En el Parlamento, en tanto, asumió como presidente del Senado Gabriel Valdés (DC), uno de los líderes más destacados de la oposición a Pinochet y, en la Cámara de Diputados, se eligió como presidente a José Antonio Viera-Gallo (PS), exsubsecretario de Justicia de Salvador Allende.

Y eso es una mirada general.

“Las universidades y los movimientos políticos al interior de ella, fueron un semillero para una de las generaciones más talentosas y respecto de la cual se habían sembrado grandes expectativas”, explica el abogado y analista Jorge Navarrete aludiendo a la generación de dirigentes de la U. de Chile, U. Católica y U. de Concepción que fueron puntal en la recuperación de la democracia.

Pero -al parecer- el poder los sorprendió siendo demasiado jóvenes: ocupados los cargos de primera línea por dirigentes que se habían fogueado durante la Unidad Popular, quienes recién terminaban sus estudios universitarios terminaron como jefes de gabinetes, asesores y ocupando lugares en sectores más tecnocráticos de los gobiernos de la Concertación. Y –la gran mayoría- nunca salió de allí a la espera de que sus superiores se jubilaran.

Dueños de nada

“Nadie se jubila en política”, reflexiona hoy un importante líder de Nuevo Pacto Social (ex Concertación). Así explica por qué la mayoría de los otrora destacados dirigentes estudiantiles de los 80 e incluso de los 90 no lograron –salvo excepciones- ingresar a la primera línea de la toma de decisiones en los gobiernos o partidos del entonces oficialismo.

La lista es larga: Yerko Ljubetic , Sergio Micco, Andrés Lastra, Humberto Burotto, Germán Quintana, Alex Figueroa, Carolina Tohá, Tomás Jocelyn-Holt, Patricio Zapata, Alejandro Navarro, Eduardo Abedrapo, Jorge Navarrete, entre otros.

La jubilación en política que suele ser más bien una imposición que un asunto de voluntad fue una lección aprendida con amargura. Pasó recién ahora con parlamentarios que durante más de tres décadas esparcieron su influencia en el Congreso y que hoy –debido a una ley que impide la reelección ilimitada- quedaron marginados del Congreso: entre ellos, Carlos Montes (PS), Juan Pablo Letelier (PS), Guido Girardi (PPD) y Jorge Pizarro (DC).

“Creo que la generación anterior acaparó las funciones principales durante más de tres décadas relegando a la generación de los 80 a roles secundarios. Adicionalmente fueron formados con un alto concepto de la ‘responsabilidad’ por la estabilidad democrática por lo que su radicalidad fue extirpada tempranamente y, finalmente, por la falta de solidaridad intergeneracional que implicó que el que sobresalía era rápidamente criticado o “bajado” por el resto”, sostiene el hoy convencional Felipe Harboe (PPD).

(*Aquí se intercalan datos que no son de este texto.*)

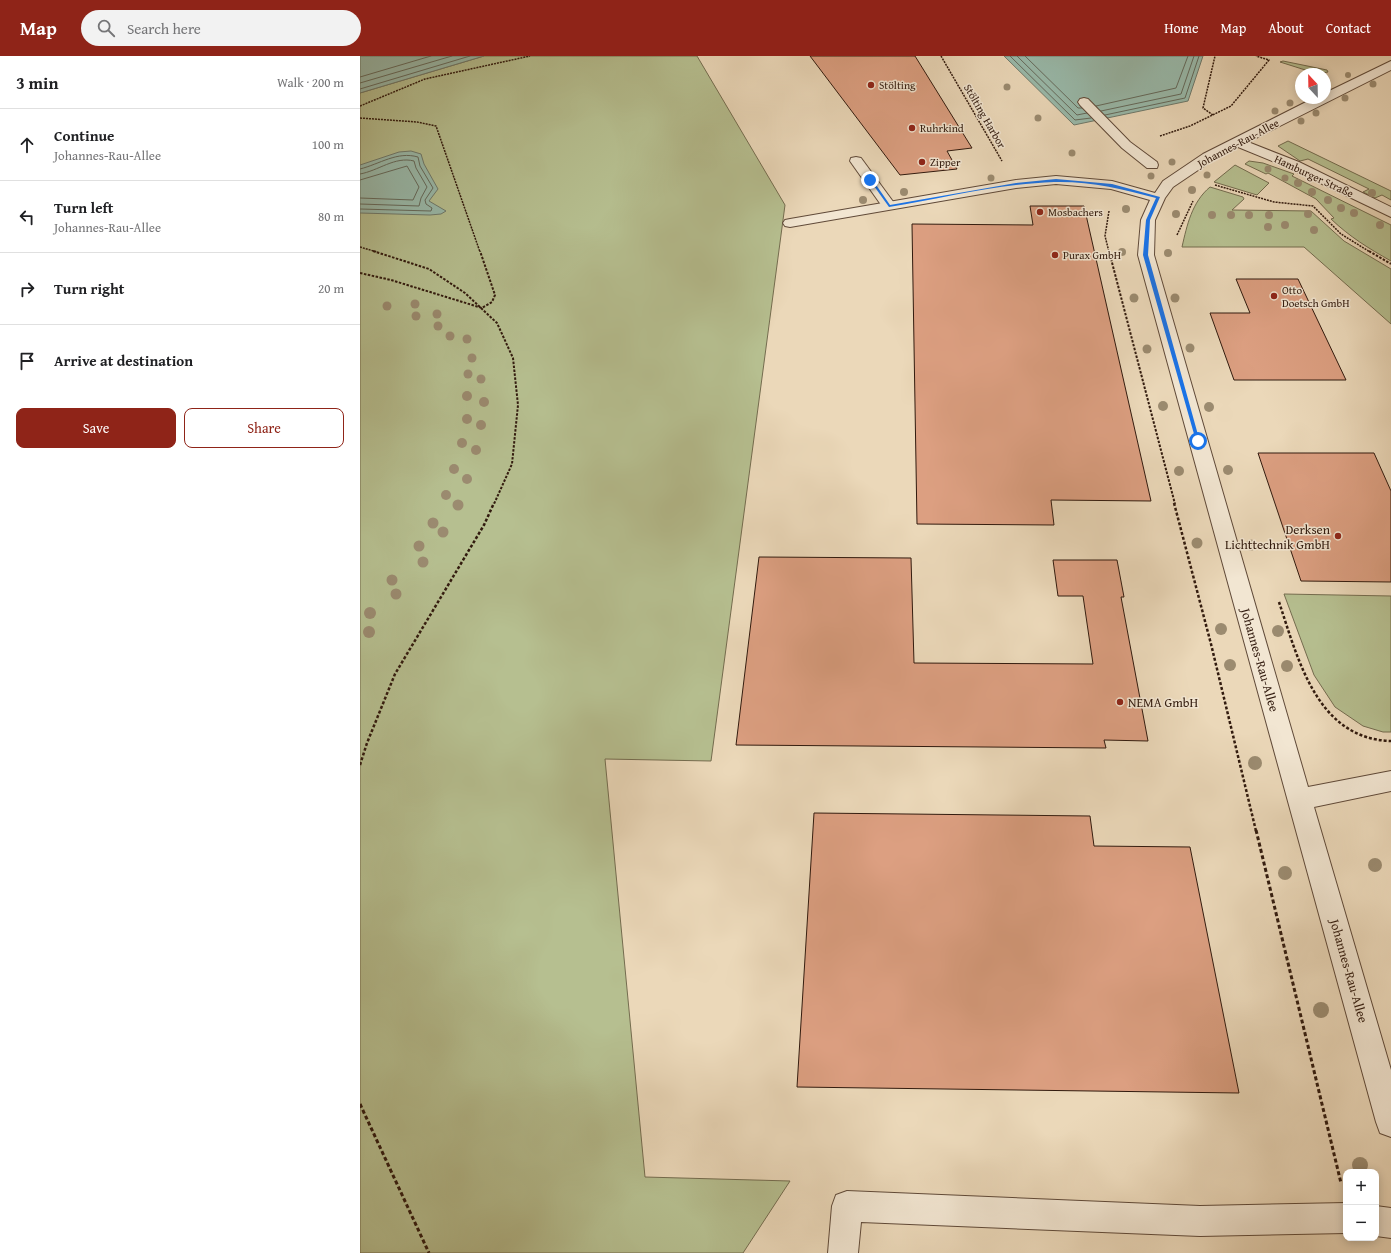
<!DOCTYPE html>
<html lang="en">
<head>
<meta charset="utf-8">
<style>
	body { margin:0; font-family:"Gentium Book Plus",serif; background:#f2f2f2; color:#202124 }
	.controls { position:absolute; right:12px; bottom:12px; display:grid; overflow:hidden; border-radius:8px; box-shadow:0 2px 10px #0003 }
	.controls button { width:36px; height:36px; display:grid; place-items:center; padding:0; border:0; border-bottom:1px solid #e0e0e0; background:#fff; color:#202124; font:20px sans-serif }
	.compass { position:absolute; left:935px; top:12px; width:36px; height:36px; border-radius:50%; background:#fff; box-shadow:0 2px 10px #0003; rotate:338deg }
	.stop { position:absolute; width:12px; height:12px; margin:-9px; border:3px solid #1a73e8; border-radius:50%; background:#fff }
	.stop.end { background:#1a73e8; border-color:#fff; box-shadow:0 1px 4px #0008 }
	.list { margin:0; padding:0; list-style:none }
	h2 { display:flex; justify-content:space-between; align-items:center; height:52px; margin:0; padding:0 16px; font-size:17px }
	h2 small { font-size:13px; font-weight:400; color:#757577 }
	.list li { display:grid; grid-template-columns:26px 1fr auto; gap:12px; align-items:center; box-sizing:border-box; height:72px; padding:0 16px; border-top:1px solid #e0e0e0 }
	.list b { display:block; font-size:15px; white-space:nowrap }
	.list p { margin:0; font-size:13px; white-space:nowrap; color:#757577 }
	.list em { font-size:13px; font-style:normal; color:#757577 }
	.actions { display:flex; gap:8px; padding:12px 16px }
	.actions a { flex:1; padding:9px 0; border:1px solid #8f2418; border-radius:8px; text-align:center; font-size:14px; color:#8f2418 }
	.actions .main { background:#8f2418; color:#fff }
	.icon { flex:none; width:22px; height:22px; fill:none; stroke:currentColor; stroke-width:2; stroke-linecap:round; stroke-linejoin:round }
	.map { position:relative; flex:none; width:1031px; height:1197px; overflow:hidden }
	header { display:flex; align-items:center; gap:24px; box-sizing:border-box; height:56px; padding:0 20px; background:#8f2418; color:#fff }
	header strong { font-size:19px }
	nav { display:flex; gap:22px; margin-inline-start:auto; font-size:14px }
	.search { width:280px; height:36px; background:#f2f2f2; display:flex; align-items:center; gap:10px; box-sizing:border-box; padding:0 14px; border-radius:22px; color:#757577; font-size:15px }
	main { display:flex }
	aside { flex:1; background:#fff }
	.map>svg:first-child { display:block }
</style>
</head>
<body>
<header>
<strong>Map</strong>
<div class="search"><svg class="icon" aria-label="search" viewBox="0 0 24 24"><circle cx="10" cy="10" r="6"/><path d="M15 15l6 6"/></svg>Search here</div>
<nav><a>Home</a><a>Map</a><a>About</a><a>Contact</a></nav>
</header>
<main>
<aside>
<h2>3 min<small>Walk · 200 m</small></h2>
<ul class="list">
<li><svg class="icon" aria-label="ahead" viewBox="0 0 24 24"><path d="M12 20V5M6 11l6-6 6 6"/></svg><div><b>Continue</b><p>Johannes-Rau-Allee</p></div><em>100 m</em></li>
<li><svg class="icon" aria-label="left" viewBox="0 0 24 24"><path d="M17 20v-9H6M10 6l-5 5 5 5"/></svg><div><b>Turn left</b><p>Johannes-Rau-Allee</p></div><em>80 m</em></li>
<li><svg class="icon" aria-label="right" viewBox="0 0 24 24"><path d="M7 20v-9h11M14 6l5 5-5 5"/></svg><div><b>Turn right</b></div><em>20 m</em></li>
<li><svg class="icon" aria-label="arrive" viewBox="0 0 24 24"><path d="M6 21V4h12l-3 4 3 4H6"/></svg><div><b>Arrive at destination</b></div></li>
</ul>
<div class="actions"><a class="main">Save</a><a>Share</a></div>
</aside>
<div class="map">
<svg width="1031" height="1197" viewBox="0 0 1031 1197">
	<rect width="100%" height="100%" fill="#ebd8b9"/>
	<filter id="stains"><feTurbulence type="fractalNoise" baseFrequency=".005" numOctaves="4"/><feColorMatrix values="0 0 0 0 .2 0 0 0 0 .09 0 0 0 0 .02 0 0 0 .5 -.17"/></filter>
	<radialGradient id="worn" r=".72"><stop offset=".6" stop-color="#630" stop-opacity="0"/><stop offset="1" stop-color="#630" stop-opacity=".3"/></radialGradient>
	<g fill="#b6bf90" stroke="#746c4f">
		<path d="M124,0H337L425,149L351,705L245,703L285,1121L430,1125L383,1197H0V37Z"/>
		<path d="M923,5L967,14L968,16L958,18L920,6Z"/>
		<path d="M928,85L1031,135V144L1022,139L1015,142L1003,136L1009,133L948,103L940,105L918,90Z"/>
		<path d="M889,105L903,107L934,118L932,120L1031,169V205C1008,192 990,181 971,163L974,162L956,143L908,117L906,118L885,108Z"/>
		<path d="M875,109L909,127L897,139L854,126Z"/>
		<path d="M850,131L883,141L884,143L872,154L951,155L984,185L1031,213V268L944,191H822C827,169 832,146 850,131Z"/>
		<path d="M924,538L1031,540V676H1023L1003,670L975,651L954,619Z"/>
	</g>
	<g fill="#99baab" stroke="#6f7a6c">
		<path d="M0,0H124L0,37Z"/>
		<path d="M644,0H843L828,45L714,69Z"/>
		<path d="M51,95L61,98L64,108L78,133L69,145L86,155L81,158L70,159L0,157V109L39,96Z"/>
	</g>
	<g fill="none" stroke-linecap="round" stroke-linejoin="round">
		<g stroke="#656a5c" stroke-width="1">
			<path d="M650,0L715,64L731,62"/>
			<path d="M657,0L717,59L727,57"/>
			<path d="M665,0L718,52H722"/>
			<path d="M0,21L71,0"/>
			<path d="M0,27L92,0"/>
			<path d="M0,33L110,0"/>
			<path d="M736,50L816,32L828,0"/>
			<path d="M741,55L821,38L834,0"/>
			<path d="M745,59L825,42L839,0"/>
			<path d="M0,113C20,108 37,95 58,101L60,110L73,132L65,144L66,148L72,152L71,155L0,153"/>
			<path d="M0,118C18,115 35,100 54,105L56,112L67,131L61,142L59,150L0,148"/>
			<path d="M0,124L47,110L59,131L53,144L0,142"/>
		</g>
	</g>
	<g fill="#dc9f81" stroke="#311a0e">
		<path d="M450,0H555L612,92L587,95L597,113L540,119Z"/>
		<path d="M670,150H724L791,445L691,444L694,469L557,468L552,168L673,169Z"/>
		<path d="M876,223H938L986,324H874L850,257H890Z"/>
		<path d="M898,397H1014L1031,435V526L941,525Z"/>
		<path d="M399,501L551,502L554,607L733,608L723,540H698L693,504H757L764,541H761L788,685L744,684L746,692L376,689Z"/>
		<path d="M454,757L730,760L734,790L830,791L879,1037L437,1031Z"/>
	</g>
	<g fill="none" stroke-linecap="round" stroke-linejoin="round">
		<g stroke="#604a39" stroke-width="2">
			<g id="service">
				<path d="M724,42L728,43L770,86L797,106L798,109L797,112H787L762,92L720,49L718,46L720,43Z"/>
				<path d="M496,101L501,102L534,147L536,150L534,153H524L490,105L491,102Z"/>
				<path d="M487,1135L840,1150L986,1147V1177L840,1180L501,1166L498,1197H468L472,1150L476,1139Z"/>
				<path d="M1016,1150L1031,1152V1182L1016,1180Z"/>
			</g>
		</g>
		<g stroke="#604a39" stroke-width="2">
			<path id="minor" d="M1031,5V14L888,86L939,106L1031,151V161L929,112L878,91L853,104L813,131L805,142L795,164L794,199L948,731L1031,715V735L954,751L1031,1014V1081L1020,1077L1016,1066L778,199L781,164L790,144L751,133L696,128L656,132L430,171L425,170L423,167L425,164L430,163L656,124L696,120L752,125L795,137L803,125L843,98L954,42H965V37Z"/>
		</g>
		<g stroke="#311a0e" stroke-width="1.5" stroke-dasharray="2 1" stroke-linecap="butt">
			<path d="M581,0L642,105"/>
			<path d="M0,50L65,23L170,0"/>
			<path d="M853,59L843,52L855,0"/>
			<path d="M0,62L57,66L76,70L120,196"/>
			<path d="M800,80L830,70L871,50L909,4L896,0"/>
			<path d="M855,129L914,146L953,150L981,178L1010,196"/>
			<path d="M749,155L745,180L749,196"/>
			<path d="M817,179L833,145"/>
			<path d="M0,191L17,196"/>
		</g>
		<g stroke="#311a0e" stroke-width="2" stroke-dasharray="2.5 1.5" stroke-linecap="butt">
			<path d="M13,195L69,213L105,237L137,267L153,302L158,349L152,408L134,448"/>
			<path d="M749,195L815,448"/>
			<path d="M1009,195L1031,208"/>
			<path d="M0,217L31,224L122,252L132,246L135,239L120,195"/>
		</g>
		<g stroke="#311a0e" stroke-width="2.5" stroke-dasharray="3 2" stroke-linecap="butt">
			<path d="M814,447L851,588L896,775"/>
			<path d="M919,546C938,603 957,683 1031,685"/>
			<path d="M0,709L7,687L35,618L124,469L134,447"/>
		</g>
		<g stroke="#311a0e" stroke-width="3" stroke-dasharray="4 2.5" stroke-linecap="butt">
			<path d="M896,774L981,1127"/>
			<path d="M0,1048L69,1197"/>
		</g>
		<use href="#service" fill="#f2e6d2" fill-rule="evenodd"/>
		<use href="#minor" fill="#f2e6d2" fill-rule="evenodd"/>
	</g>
	<g fill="#9b8b70">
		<circle cx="988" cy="19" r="3"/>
		<circle cx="1013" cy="28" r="3.5"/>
		<circle cx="647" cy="31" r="3.5"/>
		<circle cx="985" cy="42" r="3.5"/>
		<circle cx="930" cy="47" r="3.5"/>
		<circle cx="915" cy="55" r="3.5"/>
		<circle cx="956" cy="57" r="3.5"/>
		<circle cx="678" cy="62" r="3.5"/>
		<circle cx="941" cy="65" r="3.5"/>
		<circle cx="712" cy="97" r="3.5"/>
		<circle cx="812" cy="106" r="3.5"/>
		<circle cx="908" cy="113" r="3.5"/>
		<circle cx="847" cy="119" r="3.5"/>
		<circle cx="791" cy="120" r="3.5"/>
		<circle cx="631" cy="122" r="3.5"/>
		<circle cx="925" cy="122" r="3.5"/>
		<circle cx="938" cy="127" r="4"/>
		<circle cx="832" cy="134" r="4"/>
		<circle cx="544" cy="136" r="4"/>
		<circle cx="952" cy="136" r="4"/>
		<circle cx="1012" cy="137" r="4"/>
		<circle cx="503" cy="144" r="4"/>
		<circle cx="968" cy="144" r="4"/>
		<circle cx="981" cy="152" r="4"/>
		<circle cx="766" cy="153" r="4"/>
		<circle cx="994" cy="157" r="4"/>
		<circle cx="816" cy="158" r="4"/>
		<circle cx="948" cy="158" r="4"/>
		<circle cx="852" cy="159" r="4"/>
		<circle cx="871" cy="159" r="4"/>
		<circle cx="889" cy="159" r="4"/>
		<circle cx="909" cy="159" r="4"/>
		<circle cx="925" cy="169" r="4"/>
		<circle cx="1020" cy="169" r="4"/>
		<circle cx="908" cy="171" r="4"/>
		<circle cx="954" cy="174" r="4"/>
		<circle cx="762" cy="196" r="4"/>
		<circle cx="808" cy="197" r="4"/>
		<circle cx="774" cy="242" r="4.5"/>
		<circle cx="815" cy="242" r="4.5"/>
		<circle cx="55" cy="248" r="4.5"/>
		<circle cx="27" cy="250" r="4.5"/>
		<circle cx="77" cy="258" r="4.5"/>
		<circle cx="56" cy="260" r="4.5"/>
		<circle cx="78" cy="270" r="4.5"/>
		<circle cx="90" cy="280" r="4.5"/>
		<circle cx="107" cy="283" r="4.5"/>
		<circle cx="830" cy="292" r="4.5"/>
		<circle cx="787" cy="293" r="4.5"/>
		<circle cx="112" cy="302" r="4.5"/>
		<circle cx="108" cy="318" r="4.5"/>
		<circle cx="121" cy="323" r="4.5"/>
		<circle cx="107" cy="340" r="5"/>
		<circle cx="124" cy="346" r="5"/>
		<circle cx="803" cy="350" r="5"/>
		<circle cx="849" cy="351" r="5"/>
		<circle cx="107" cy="363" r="5"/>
		<circle cx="121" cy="369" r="5"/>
		<circle cx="102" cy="387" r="5"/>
		<circle cx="116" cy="394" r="5"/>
		<circle cx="94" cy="413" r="5"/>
		<circle cx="868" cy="414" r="5"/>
		<circle cx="819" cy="415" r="5"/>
		<circle cx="107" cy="423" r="5"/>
		<circle cx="86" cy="439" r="5"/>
		<circle cx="98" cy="449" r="5.5"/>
		<circle cx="73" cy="467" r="5.5"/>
		<circle cx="83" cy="476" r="5.5"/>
		<circle cx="837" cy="487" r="5.5"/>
		<circle cx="891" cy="489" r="5.5"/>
		<circle cx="59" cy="490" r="5.5"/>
		<circle cx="63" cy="506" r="5.5"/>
		<circle cx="32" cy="524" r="5.5"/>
		<circle cx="36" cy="538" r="5.5"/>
		<circle cx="10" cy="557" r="6"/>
		<circle cx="861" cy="573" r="6"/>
		<circle cx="918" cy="575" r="6"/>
		<circle cx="9" cy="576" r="6"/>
		<circle cx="870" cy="609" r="6"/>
		<circle cx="927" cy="610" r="6"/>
		<circle cx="895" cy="707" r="7"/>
		<circle cx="1015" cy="809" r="7"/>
		<circle cx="925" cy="817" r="7"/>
		<circle cx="961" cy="954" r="8"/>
		<circle cx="1000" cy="1109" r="8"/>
	</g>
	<path fill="#1a73e8" d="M509,123H512L530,149L656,127L696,123L752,128L800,141L790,164L788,199L840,386L836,385L783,199L786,164L796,142C763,133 729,125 694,126C639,128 584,142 529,151Z"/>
	<g fill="#8f2418" stroke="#f2e6d2" stroke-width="1.5">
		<circle cx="511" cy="29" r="4"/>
		<circle cx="552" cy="72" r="4"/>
		<circle cx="562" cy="106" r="4"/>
		<circle cx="680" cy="156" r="4"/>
		<circle cx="695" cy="199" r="4"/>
		<circle cx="914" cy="240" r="4"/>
		<circle cx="978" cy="480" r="4"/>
		<circle cx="760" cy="646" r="4"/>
	</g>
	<g text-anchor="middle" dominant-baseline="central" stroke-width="3" stroke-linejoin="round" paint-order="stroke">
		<g font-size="11" fill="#311a0e" stroke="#f2e6d2" text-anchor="start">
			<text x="519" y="29">Stölting</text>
			<text x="560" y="72">Ruhrkind</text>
			<text x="570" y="106">Zipper</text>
			<text x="688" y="156">Mosbachers</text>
			<text x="703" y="199">Purax GmbH</text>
			<text x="922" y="234">Otto<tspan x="922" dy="13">Doetsch GmbH</tspan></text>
		</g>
		<g font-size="11" fill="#311a0e" stroke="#f2e6d2">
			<text transform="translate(625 60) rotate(60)">Stölting Harbor</text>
			<text transform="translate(878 87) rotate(-28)">Johannes-Rau-Allee</text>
			<text transform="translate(954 120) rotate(25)">Hamburger Straße</text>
		</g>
		<g font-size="13" fill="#311a0e" stroke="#f2e6d2" text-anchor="end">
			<text x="970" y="473">Derksen<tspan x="970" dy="15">Lichttechnik GmbH</tspan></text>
			<text x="768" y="646" text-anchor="start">NEMA GmbH</text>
		</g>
		<g font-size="13" fill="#311a0e" stroke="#f2e6d2">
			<text transform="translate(900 604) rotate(74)">Johannes-Rau-Allee</text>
			<text transform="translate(989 915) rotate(74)">Johannes-Rau-Allee</text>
		</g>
	</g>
	<rect width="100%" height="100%" filter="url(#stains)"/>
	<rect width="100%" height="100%" fill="url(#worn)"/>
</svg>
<div class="controls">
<button>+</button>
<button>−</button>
</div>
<svg class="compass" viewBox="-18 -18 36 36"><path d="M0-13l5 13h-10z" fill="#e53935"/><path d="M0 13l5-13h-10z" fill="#757577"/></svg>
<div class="stop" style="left:838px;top:385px"></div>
<div class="stop end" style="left:510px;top:124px"></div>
</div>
</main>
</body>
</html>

La primera razón que señala Harboe es recurrente para explicar los roles de segunda línea entre quienes intentaron alcanzar espacios de poder y que explica –a su juicio- la falta de recambio: se alude a que la generación que inició su recorrido político en la UP quedó truncada por el quiebre de la democracia. “Los 17 años de dictadura se los cobraron a la transición”, señala otro miembro de esa generación fallida que llegó a la presidencia de la Fech. “En nuestra época ser joven era un demérito, no como ahora que es una ventaja. Se debía cumplir una suerte de servicio militar: ser candidato a concejal, después a diputado y así...”, comenta el exsenador Fulvio Rossi, presidente de la Feuc en 1993.

Hubo también –en todo caso- falta de rebeldía. Entre los mismos representantes de esa generación coinciden en que les fue transmitido una suerte de trauma: la responsabilidad de cuidar la democracia y no volver a amenazarla. Eso los hizo –de alguna manera- ordenados, reacios a saltarse la fila, disponibles a acatar órdenes.

Hay otros más autoflagelantes. “Atribuir la responsabilidad de la falta del recambio generacional a la dictadura y posterior ‘apernamiento’ de los viejos dirigentes que no habían tenido su oportunidad, es una mala excusa que sólo disfraza las miserias de mi generación (…) Nos faltó hambre y ganas. El poder no se regala o se hereda, sino que se quita y se hurta. Así lo demostró el Frente Amplio, quien terminó de jubilar a los pocos miembros de esta generación que todavía estaban activos”, sentencia Navarrete. Y agrega: “En algún sentido, fuimos hijos de nuestro tiempo. El bienestar personal y profesional pareció más importante que las viejas y temerarias aventuras por el poder. Mucha fría calculadora y poca calentura política. Sin darnos cuenta nos fuimos apagando y burocratizando, al punto que ya había desaparecido por completo ese brillo de nuestros ojos”.

En lo que sí hay una suerte de consenso es en lo que varios denominaron “falta de solidaridad generacional”. “Faltó algo de generosidad en nuestra generación; uno se debía más a los lotes y las tendencias que a la solidaridad etaria”, admite Rossi.

Los intentos fallidos

Sólo se reconocen dos intentos ambiciosos –ambos promovidos por Presidentes de la República- por intentar algo parecido a un recambio en el poder de la ex Concertación. El primero se atribuye a Ricardo Lagos recién en 2001 cuando realizó un comentado y masivo cambio de intendentes cuyo promedio de edad fue de 41 años. Entre las nuevas autoridades estaban Yasna Provoste (Tercera Región, 32 años); Marco Antonio Núñez (Quinta Región, 35 años), Patricio Vallespín (Décima Región, 37 años) y Marcelo Trivelli (Región Metropolitana, 47 años).

El otro fue el segundo gobierno de Michelle Bachelet en 2014 cuando en los dos principales cargos de su equipo ministerial puso a debutantes: Rodrigo Peñailillo (41 años) en Interior y Alberto Arenas (49 años) en Hacienda. No son un misterio los problemas que el equipo liderado por Peñailillo enfrentó. Cercanos al exministro reconocen la actitud hostil de las dirigencias más tradicionales de los partidos entonces oficialistas. Aún más recuerdan una frase que Peñailillo escuchaba a menudo cuando estos mismos dirigentes visitaban su despacho ministerial: “así no se gobierna”.

La apuesta de Bachelet –sin embargo- fue truncada por la irrupción del caso Caval. Acosada por críticas cruzadas y con su popularidad en los niveles más bajos de su trayectoria la entonces Mandataria dio un radical cambio de rumbo a su segunda administración: entre los damnificados estuvo el mismo Peñailillo. Jorge Burgos (DC) asumió como nuevo ministro del Interior. La generación de la transición volvía a la primera línea.